Shekar et al v. Ocwen Loan Servicing, LLC et al
Filing
164
MEMORANDUM Opinion and Order: The Court grants in part and denies in part defendant's Rule 12(b)(6) motion to dismiss. 133 . Signed by the Honorable Sharon Johnson Coleman on 11/12/2019. Mailed notice. (ym, )
UNITED STATES DISTRICT COURT
FOR THE NORTHERN DISTRICT OF ILLINOIS
EASTERN DIVISION
ROGER SHEKAR and MONICA SHEKAR,
Plaintiffs,
v.
OCWEN LOAN SERVICES, LLC, et al.,
Defendants.
)
)
) Case No. 18-cv-3019
)
) Judge Sharon Johnson Coleman
)
)
)
)
)
MEMORANDUM OPINION AND ORDER
Pro se plaintiffs Roger and Monica Shekar (“the Shekars”) brought the present amended
complaint dated March 11, 2019, against their loan servicing company, defendant Ocwen Loan
Services, LLC (“Ocwen”), in relation to real property located at 15 Eagle Court in Streamwood,
Illinois. Ocwen has moved to dismiss the amended complaint pursuant to Federal Rule of Civil
Procedure 12(b)(6). For the reasons stated below, the Court grants in part and denies in part
Ocwen’s motion to dismiss with prejudice. The Court does not grant the Shekars leave to amend
the dismissed counts because the Shekars already had the opportunity to amend their pleadings. See
Runnion v. Girl Scouts of Greater Chicago & Nw. Ind., 786 F.3d 510, 518 (7th Cir. 2015) (there is a
“presumption in favor of giving plaintiffs at least one opportunity to amend.”). As such, the only
remaining claim in this lawsuit is the Shekars’ breach of contract claim as alleged in Count I.
Background
In setting forth the background facts, the Court construes the Shekars’ pro se amended
complaint liberally, see Kiebala v. Boris, 928 F.3d 680, 684 (7th Cir. 2019), and considers documents
incorporated by reference in the pleadings. Orgone Capital III, LLC v. Daubenspeck, 912 F.3d 1039,
1044 (7th Cir. 2019).
In October 2003, the Shekars entered into a promissory note and executed a mortgage as
security in the amount of $282,000.00. Originally, the mortgage provided that the Shekars were to
pay amounts for escrow items such as taxes and insurance, along with principal and interest. In
2014, Ocwen became the Shekars’ loan servicing company, and in 2016, the Shekars directed Ocwen
to convert their loan to a “non-escrow” account.

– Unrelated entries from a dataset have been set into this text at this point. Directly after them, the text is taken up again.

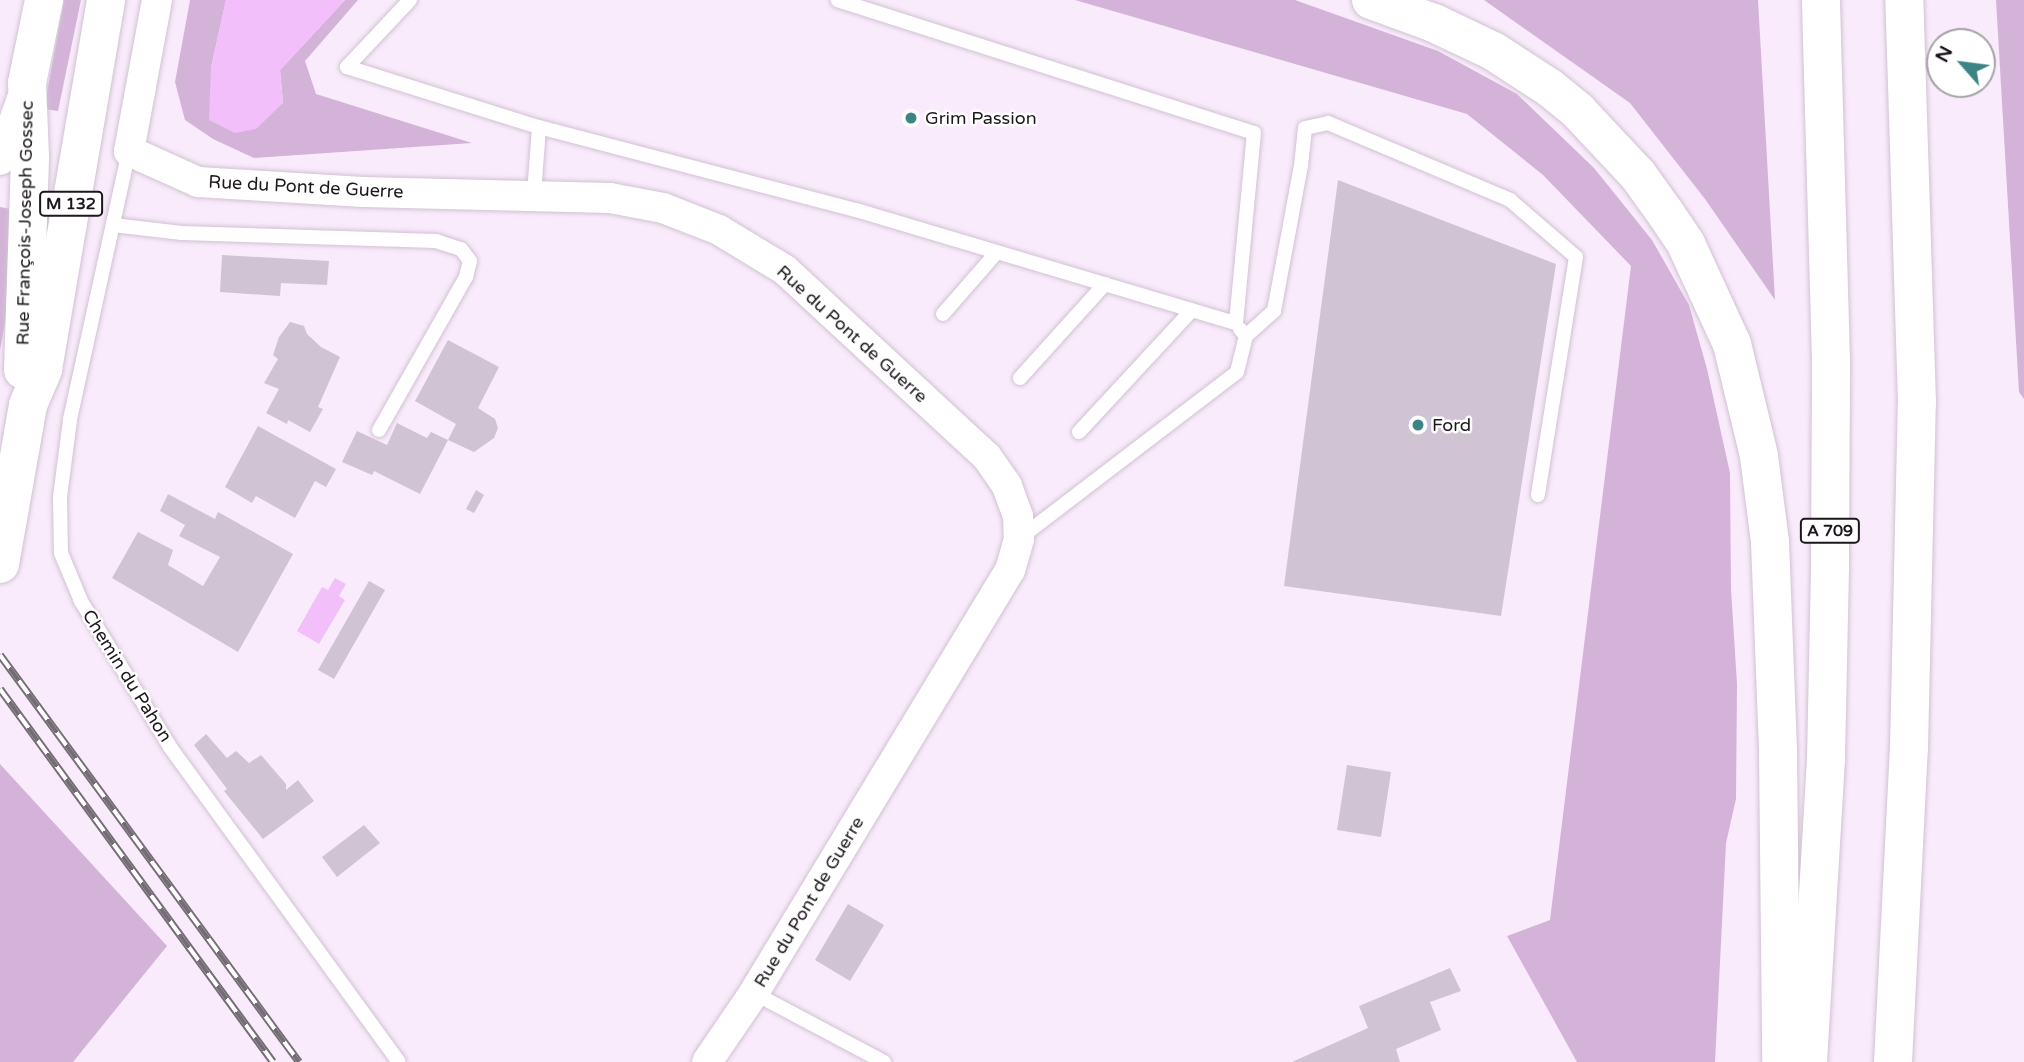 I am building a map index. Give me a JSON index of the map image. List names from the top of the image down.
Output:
{
  "streets": {
    "main road": ["M 132", "Rue François-Joseph Gossec", "A 709"],
    "street": ["Rue du Pont de Guerre"],
    "lane": ["Chemin du Pahon"]
  },
  "crossings": [
    ["Rue du Pont de Guerre", "Chemin du Pahon"]
  ],
  "places": ["Grim Passion", "Ford"],
  "north": "top left"
} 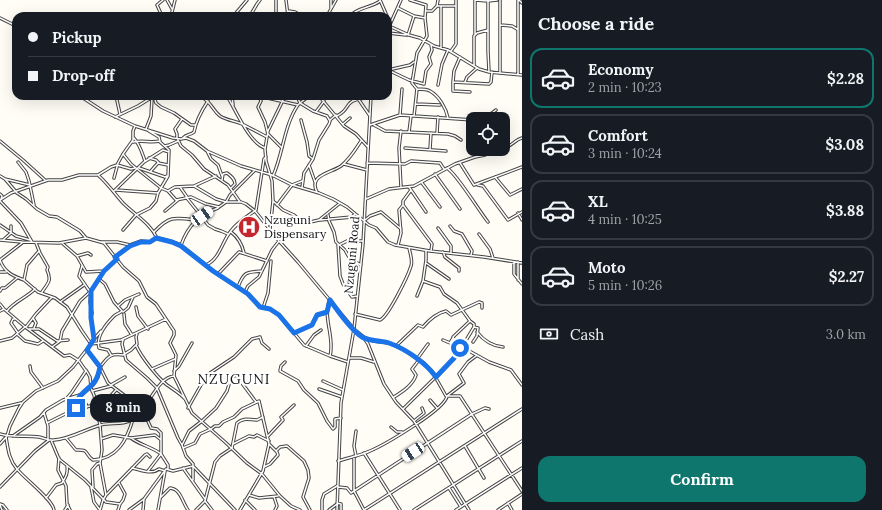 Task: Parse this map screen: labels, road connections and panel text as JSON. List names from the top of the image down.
{
  "streets": {
    "street": ["Nzuguni Road"]
  },
  "districts": ["NZUGUNI"],
  "places": {
    "hospital": ["Nzuguni Dispensary"]
  },
  "page": {
    "heading": "Choose a ride",
    "banner": ["Pickup", "Drop-off"],
    "list": [
      {
        "name": "Economy",
        "note": "2 min · 10:23",
        "value": "$2.28"
      },
      {
        "name": "Comfort",
        "note": "3 min · 10:24",
        "value": "$3.08"
      },
      {
        "name": "XL",
        "note": "4 min · 10:25",
        "value": "$3.88"
      },
      {
        "name": "Moto",
        "note": "5 min · 10:26",
        "value": "$2.27"
      }
    ],
    "pay": ["Cash", "3.0 km"],
    "bubble": "8 min",
    "buttons": "Confirm"
  }
} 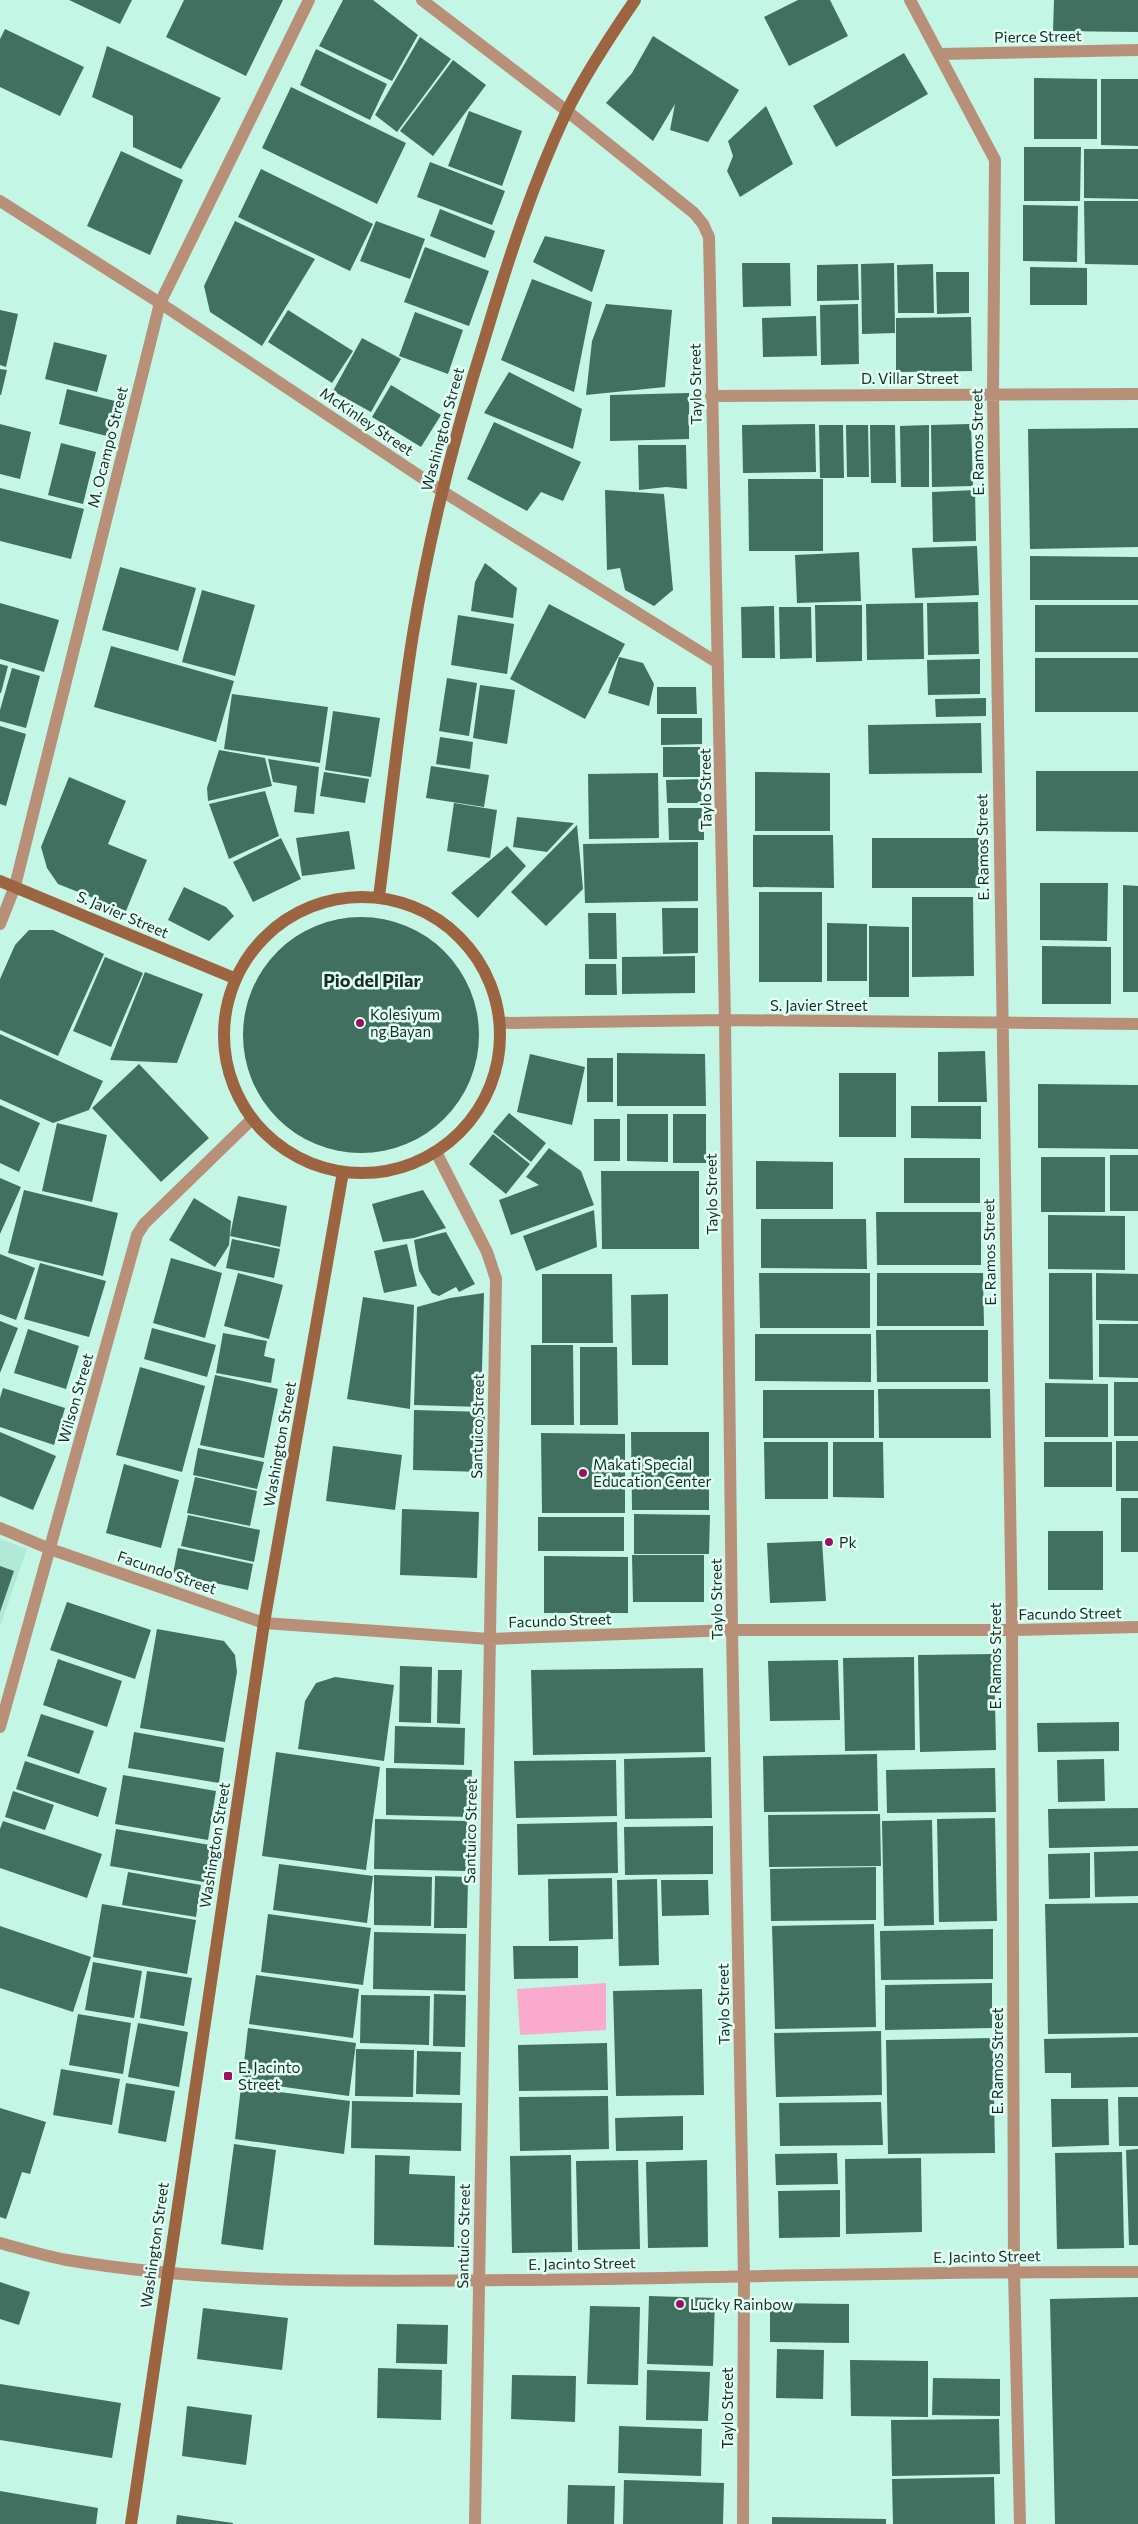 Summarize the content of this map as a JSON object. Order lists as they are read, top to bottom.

On September 23, 2016, Ocwen’s counsel sent a letter to the Shekars explaining the status of
their escrow account:
Based on your recent emails, we understand that you have requested to remove the
escrow for taxes and insurance from your account, so you will only pay principal and
interest to Ocwen. To accommodate your request, Ocwen has now taken steps to
remove the escrow from your account…. Because your account is no longer
escrowed, you owe Ocwen $698.49 to reimburse it for the August 8, 2016 real estate
tax payment. Further, you will be responsible for all future payments of taxes and
insurance.
(R. 134-2, Mot., Ex. 2, 9/23/16 letter.) In their amended complaint, the Shekars also discuss a letter
that Ocwen sent them on October 5, 2016, which stated in relevant part:
Prior to the removal of the escrow account, the August 1, 2016 and September 1,
2016 payments received did not satisfy the full amount owed, as you did no include
any funds for escrow. As mentioned in the September 23, 2016 response, the
escrow account had a negative balance owed of $698.49. To pay this balance in full,
please send a check or money order, with your Ocwen account number on it, to the
below address. If this balance is not repaid, it will be added to your payment in
monthly installments until repaid.
…
Ocwen is unable to comply with your request for reimbursement of $1,077.00 for
the insurance payment you made due to the negative balance in the escrow account.
This negative balance was created as more funds have been disbursed from escrow
than have been received, as reflected on the enclosed transactional history.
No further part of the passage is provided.